Há deficiência de assistência médica. Há deficiência de enfermagem. Há deficiência de assistência farmacêutica.
É sabido que a maior parte das nossas aldeias não têm médicos, nem farmácias, nem visitadores, nem enfermagem de qualquer espécie.
E no entanto o estado de saúde dessas populações bem se pode dizer que corre hoje os mesmos perigos que o das populações dos grandes aglomerados humanos.
Por virtude das facilidades de comunicações e de transportes, estabelece-se um vaivém entre os meios rurais e os meios citadinos; e as doenças que outrora constituíam, por assim dizer, um mal privativo das grandes cidades encontram-se hoje em todas as aldeias. E no entanto as populações rurais não têm os meios de defesa que têm as populações das cidades.
Há uma cousa que é basilar e fundamental para se atingirem os objectivos que se pretendem realizar: é facultar às populações rurais os meios do defesa indispensáveis para a sua saúde. E o mínimo que se pode exigir é: a assistência médica, farmacêutica e serviços de enfermagem.
Como encara a proposta a realização deste problema?
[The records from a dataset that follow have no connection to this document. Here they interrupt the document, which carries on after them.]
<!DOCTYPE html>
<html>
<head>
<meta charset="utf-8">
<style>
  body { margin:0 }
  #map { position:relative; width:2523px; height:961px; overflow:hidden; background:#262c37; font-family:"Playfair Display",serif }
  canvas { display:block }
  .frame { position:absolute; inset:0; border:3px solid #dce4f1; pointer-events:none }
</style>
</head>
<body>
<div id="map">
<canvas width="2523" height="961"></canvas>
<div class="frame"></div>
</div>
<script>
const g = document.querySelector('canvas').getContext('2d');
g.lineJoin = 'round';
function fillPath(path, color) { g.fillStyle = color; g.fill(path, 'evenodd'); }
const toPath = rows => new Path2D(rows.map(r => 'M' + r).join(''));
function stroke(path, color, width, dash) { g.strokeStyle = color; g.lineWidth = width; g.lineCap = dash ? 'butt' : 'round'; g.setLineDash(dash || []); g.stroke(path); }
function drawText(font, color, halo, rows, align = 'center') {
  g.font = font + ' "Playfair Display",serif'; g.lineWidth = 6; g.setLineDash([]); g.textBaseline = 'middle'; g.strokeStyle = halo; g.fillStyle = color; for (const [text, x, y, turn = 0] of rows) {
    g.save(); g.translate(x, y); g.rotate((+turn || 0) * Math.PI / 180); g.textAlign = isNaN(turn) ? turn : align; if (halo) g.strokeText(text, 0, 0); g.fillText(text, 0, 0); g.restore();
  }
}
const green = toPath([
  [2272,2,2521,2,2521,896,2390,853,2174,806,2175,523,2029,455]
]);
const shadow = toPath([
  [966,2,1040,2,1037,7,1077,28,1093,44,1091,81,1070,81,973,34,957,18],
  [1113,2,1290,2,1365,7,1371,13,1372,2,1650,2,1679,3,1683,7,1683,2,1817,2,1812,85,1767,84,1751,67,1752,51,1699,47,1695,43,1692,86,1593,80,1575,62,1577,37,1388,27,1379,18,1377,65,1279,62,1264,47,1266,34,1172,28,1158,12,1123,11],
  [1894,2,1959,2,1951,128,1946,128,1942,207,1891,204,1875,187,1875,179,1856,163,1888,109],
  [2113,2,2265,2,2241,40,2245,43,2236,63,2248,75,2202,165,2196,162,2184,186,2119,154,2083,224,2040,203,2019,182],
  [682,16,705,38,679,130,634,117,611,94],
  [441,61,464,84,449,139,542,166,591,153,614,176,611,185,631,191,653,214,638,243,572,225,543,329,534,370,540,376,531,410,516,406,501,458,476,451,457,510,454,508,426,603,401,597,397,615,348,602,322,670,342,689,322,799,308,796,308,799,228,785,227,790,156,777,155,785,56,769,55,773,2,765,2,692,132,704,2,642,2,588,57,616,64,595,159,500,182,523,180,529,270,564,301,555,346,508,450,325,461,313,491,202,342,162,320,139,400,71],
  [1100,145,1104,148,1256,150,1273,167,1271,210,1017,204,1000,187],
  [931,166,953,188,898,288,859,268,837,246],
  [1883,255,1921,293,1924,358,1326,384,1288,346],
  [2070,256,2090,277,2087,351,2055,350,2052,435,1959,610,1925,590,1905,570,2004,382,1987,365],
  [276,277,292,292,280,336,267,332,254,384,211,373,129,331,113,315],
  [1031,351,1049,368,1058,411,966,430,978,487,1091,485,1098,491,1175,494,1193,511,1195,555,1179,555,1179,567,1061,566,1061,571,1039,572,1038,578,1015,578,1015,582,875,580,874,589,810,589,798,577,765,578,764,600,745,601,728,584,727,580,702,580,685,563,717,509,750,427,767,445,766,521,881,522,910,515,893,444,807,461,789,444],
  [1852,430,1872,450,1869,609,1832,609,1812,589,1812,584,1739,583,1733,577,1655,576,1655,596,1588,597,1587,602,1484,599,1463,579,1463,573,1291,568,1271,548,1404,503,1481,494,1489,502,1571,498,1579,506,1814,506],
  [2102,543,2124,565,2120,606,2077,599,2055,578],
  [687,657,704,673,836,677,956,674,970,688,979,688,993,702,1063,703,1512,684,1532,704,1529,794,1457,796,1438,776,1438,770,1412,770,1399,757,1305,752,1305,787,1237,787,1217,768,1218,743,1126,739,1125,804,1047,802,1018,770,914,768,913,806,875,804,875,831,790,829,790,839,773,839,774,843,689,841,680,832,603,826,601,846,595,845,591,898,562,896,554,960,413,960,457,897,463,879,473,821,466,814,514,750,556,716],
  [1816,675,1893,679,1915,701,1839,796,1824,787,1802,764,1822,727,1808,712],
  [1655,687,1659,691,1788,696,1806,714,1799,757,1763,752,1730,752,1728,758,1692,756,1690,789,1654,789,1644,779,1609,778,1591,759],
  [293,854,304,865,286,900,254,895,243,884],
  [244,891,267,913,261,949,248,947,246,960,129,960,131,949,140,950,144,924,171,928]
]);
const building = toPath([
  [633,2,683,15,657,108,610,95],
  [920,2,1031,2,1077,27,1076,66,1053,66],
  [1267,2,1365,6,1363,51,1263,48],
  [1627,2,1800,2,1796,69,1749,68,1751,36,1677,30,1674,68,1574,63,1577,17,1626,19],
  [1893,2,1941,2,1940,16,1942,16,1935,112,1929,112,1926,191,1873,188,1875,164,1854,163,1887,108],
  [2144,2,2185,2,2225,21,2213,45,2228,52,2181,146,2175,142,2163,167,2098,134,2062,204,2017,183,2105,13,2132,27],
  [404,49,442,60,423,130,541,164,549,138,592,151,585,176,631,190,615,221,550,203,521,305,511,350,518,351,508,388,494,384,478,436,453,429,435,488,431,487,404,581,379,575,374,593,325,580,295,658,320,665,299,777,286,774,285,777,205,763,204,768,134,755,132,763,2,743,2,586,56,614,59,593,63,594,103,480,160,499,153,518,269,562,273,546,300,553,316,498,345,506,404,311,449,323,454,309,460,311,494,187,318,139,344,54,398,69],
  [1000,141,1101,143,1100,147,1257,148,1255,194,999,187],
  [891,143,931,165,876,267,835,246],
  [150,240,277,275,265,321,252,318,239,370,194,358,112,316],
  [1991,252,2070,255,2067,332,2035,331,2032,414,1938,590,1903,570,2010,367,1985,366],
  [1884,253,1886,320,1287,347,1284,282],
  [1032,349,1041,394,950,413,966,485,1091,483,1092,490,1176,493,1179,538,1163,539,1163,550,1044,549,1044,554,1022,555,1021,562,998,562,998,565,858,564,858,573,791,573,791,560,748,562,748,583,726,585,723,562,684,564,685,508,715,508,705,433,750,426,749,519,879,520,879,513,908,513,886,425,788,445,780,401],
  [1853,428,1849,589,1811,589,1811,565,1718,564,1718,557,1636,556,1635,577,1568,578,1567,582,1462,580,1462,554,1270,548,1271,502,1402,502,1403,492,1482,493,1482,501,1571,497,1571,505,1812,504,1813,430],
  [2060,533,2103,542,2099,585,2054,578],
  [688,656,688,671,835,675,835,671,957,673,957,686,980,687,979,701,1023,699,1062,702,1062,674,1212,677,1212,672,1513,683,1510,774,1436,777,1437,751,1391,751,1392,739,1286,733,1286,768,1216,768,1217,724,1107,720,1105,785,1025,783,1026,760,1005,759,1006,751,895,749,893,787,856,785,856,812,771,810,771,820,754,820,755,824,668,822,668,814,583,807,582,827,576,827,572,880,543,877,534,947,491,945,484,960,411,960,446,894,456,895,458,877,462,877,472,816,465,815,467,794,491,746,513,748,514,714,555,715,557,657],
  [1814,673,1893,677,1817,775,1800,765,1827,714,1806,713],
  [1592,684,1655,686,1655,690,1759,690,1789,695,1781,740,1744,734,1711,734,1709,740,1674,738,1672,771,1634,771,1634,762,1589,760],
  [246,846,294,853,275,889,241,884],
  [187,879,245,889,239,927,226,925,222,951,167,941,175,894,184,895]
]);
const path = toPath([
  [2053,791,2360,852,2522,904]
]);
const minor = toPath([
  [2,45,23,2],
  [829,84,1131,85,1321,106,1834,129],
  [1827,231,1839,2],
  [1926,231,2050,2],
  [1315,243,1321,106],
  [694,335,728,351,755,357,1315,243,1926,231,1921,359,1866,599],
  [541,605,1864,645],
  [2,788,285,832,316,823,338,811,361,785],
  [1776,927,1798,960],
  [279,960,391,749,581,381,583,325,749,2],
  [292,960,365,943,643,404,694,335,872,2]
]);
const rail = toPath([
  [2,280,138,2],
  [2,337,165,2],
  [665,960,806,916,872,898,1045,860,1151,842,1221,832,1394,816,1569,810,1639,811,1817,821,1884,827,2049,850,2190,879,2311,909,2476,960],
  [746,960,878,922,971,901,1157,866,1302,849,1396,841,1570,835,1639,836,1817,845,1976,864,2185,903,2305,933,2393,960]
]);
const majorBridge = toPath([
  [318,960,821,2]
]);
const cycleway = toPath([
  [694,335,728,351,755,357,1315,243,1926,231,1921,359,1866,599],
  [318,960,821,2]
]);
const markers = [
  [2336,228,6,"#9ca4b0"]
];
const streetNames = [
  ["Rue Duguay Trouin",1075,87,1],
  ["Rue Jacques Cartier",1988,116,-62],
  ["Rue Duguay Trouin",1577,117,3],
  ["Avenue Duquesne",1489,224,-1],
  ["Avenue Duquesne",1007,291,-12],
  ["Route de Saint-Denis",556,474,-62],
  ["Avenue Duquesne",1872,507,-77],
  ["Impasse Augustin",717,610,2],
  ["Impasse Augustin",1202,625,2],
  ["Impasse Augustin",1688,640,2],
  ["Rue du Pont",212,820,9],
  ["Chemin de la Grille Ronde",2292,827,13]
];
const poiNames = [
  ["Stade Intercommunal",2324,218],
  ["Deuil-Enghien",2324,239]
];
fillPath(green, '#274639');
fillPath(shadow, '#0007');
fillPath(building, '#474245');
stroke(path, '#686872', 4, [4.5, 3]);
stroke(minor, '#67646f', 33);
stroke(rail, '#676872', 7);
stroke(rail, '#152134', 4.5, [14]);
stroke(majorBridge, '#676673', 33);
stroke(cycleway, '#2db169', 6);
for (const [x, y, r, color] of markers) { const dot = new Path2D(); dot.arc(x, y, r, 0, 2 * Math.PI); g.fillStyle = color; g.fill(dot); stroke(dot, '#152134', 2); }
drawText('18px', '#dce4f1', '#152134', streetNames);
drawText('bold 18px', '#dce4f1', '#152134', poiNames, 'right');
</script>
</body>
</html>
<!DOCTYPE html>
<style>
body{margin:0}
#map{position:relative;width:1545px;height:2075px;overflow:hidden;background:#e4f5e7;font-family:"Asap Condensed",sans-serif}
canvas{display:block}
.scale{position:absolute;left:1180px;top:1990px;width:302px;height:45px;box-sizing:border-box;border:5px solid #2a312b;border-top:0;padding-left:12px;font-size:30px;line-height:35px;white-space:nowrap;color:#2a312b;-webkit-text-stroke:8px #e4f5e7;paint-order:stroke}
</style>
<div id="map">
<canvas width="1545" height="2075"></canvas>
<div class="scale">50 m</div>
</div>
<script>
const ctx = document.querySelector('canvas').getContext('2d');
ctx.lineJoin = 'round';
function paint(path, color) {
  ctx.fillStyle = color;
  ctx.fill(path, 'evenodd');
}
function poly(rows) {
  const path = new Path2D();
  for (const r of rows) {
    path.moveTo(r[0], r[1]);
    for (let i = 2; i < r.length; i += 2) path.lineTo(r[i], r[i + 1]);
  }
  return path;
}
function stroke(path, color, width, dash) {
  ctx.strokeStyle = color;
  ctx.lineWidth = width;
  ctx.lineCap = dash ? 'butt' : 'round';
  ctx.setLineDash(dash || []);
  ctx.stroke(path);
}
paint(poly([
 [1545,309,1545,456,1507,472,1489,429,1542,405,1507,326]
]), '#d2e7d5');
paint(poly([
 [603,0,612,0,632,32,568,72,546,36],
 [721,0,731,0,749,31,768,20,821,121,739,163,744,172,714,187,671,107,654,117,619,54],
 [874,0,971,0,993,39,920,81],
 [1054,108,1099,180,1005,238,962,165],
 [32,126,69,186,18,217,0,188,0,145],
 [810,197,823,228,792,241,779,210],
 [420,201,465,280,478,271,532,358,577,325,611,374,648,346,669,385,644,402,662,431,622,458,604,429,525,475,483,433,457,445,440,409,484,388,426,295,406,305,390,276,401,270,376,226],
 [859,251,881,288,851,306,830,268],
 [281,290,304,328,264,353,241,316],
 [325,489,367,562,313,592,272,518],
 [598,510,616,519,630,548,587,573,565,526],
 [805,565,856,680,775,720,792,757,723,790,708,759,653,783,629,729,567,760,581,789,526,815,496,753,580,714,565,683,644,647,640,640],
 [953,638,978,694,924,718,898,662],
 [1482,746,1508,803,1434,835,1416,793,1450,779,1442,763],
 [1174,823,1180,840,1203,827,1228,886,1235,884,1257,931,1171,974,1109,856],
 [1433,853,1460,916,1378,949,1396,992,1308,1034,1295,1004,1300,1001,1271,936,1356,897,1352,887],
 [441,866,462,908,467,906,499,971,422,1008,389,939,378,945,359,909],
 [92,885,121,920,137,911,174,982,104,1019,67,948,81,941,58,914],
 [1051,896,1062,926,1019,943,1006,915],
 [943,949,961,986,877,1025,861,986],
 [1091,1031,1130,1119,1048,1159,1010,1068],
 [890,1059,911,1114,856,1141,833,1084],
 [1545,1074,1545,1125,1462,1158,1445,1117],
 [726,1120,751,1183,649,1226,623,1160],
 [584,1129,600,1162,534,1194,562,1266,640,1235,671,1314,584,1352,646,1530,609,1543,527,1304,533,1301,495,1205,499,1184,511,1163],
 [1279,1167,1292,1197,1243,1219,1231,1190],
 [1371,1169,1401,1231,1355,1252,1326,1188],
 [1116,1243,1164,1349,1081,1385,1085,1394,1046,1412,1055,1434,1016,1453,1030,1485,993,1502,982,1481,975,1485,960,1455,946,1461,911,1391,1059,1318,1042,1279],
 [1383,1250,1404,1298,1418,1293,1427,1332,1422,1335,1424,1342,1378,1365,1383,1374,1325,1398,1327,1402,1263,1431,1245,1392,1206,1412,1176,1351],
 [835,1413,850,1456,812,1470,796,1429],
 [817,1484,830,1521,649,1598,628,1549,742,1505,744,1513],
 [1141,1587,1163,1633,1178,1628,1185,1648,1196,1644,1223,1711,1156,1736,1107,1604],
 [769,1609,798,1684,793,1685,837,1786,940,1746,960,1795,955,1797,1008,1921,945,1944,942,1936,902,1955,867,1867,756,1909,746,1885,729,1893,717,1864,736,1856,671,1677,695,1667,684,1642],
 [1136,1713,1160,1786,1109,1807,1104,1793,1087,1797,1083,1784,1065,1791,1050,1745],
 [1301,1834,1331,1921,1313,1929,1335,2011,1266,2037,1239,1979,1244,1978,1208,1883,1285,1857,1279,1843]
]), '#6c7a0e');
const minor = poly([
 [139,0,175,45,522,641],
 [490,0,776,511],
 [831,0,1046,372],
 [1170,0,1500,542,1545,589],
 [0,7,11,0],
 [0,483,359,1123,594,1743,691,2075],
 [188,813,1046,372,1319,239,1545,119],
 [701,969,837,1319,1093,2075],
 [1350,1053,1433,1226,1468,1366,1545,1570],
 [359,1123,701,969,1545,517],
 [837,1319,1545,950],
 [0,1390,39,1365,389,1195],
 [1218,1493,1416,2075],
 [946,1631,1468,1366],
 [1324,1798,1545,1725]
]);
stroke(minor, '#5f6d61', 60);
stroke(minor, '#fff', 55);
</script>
Apenas em duas bases se faz referência, mais ou menos expressa, a êste aspecto da questão. É a base XV e a base XVI.
Diz a base XV:
«1. A área sanitária das modalidades previstas na base anterior obedecerá, em regra, às normas seguintes:
a) Os postos de consulta e socorros serão acomodados às necessidades das freguesias ou lugares;
b) Os centros de profilaxia e assistência social às dos concelhos;
c) Os hospitais gerais, as casas de regeneração, os hospícios, asilos e albergues serão distritais ou provinciais;
d) Nas cidades de Lisboa, Porto e Coimbra, além dos institutos superiores ou suas delegações, haverá hospitais centrais e os especializados que as necessidades reclamarem.
2. As Misericórdias serão quanto possível o órgão coordenador e supletivo das finalidades previstas nas bases XII e XIV e nesse sentido deverá encaminhar-se a reforma dos seus compromissos e respectivas actividades assistenciais.
3. Para as necessidades imediatas de alimentação, agasalho, tratamento e transporte devem organizar-se em Lisboa e Porto, e noutros centros urbanos onde a sua existência se justifique, modalidades especiais denominadas Socorro Urgente. Para êsse efeito serão remodelados os albergues instituídos pelo decreto-lei n.° 30:389, de 20 de Abril de 1940, e coordenada a sua acção com as demais actividades assistenciais».